## Exercise:
Go through the records and copy each line where the word "note" occurs.

## Extracted data entries:
####

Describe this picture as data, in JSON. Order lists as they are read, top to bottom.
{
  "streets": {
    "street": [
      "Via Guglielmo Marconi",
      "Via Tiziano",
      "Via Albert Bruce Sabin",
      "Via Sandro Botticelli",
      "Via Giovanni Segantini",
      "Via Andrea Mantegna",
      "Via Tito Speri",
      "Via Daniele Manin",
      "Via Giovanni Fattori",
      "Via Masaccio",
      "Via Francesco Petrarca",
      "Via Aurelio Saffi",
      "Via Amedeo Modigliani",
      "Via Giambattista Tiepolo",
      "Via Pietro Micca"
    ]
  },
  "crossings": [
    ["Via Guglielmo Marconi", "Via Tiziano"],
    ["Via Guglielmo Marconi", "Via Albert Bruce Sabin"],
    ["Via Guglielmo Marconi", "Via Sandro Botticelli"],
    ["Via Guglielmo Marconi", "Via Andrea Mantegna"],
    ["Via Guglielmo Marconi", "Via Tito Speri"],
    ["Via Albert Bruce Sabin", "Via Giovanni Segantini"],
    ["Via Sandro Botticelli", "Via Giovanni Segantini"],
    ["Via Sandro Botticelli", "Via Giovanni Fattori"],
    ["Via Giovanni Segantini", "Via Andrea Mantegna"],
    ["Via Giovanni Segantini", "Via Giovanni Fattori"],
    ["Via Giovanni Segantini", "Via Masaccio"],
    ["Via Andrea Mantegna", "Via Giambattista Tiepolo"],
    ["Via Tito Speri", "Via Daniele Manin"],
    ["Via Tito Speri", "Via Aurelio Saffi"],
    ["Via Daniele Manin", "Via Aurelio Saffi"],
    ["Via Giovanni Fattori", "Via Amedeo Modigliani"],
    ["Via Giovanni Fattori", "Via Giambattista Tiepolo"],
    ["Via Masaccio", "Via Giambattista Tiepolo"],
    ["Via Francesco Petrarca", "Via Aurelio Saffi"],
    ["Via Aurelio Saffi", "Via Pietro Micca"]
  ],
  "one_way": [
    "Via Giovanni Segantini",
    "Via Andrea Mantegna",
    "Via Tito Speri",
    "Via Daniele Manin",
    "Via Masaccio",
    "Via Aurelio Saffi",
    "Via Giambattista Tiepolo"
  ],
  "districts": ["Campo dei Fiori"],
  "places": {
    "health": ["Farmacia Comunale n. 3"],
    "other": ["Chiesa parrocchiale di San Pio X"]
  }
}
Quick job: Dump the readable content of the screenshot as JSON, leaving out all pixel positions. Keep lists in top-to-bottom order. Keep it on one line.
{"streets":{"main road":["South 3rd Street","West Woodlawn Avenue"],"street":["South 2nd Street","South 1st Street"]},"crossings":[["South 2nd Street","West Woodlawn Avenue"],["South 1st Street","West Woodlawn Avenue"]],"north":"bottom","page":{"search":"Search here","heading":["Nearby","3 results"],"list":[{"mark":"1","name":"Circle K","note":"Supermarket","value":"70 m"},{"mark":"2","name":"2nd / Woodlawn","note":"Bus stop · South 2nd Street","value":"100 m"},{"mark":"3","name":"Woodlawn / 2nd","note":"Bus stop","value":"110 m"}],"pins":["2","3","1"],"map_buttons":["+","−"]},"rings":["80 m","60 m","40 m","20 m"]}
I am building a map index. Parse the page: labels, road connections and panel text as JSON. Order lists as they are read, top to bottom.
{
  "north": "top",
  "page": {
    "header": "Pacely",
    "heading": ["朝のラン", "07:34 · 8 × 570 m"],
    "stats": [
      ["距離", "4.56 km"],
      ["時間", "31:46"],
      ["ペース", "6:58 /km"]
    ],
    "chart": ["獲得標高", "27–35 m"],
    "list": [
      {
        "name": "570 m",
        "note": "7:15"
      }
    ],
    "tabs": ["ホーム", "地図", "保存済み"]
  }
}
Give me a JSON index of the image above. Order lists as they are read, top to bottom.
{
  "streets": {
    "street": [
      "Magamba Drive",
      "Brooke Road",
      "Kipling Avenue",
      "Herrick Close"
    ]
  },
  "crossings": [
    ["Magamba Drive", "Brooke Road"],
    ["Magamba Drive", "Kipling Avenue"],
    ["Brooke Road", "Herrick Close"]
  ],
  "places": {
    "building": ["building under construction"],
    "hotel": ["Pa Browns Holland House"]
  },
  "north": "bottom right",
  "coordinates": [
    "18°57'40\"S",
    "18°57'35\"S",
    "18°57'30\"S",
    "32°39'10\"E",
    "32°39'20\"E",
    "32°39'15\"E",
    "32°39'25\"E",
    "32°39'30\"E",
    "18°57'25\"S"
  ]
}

####

## Expected answer:
{"streets":{"main road":["South 3rd Street","West Woodlawn Avenue"],"street":["South 2nd Street","South 1st Street"]},"crossings":[["South 2nd Street","West Woodlawn Avenue"],["South 1st Street","West Woodlawn Avenue"]],"north":"bottom","page":{"search":"Search here","heading":["Nearby","3 results"],"list":[{"mark":"1","name":"Circle K","note":"Supermarket","value":"70 m"},{"mark":"2","name":"2nd / Woodlawn","note":"Bus stop · South 2nd Street","value":"100 m"},{"mark":"3","name":"Woodlawn / 2nd","note":"Bus stop","value":"110 m"}],"pins":["2","3","1"],"map_buttons":["+","−"]},"rings":["80 m","60 m","40 m","20 m"]}
        "note": "7:15"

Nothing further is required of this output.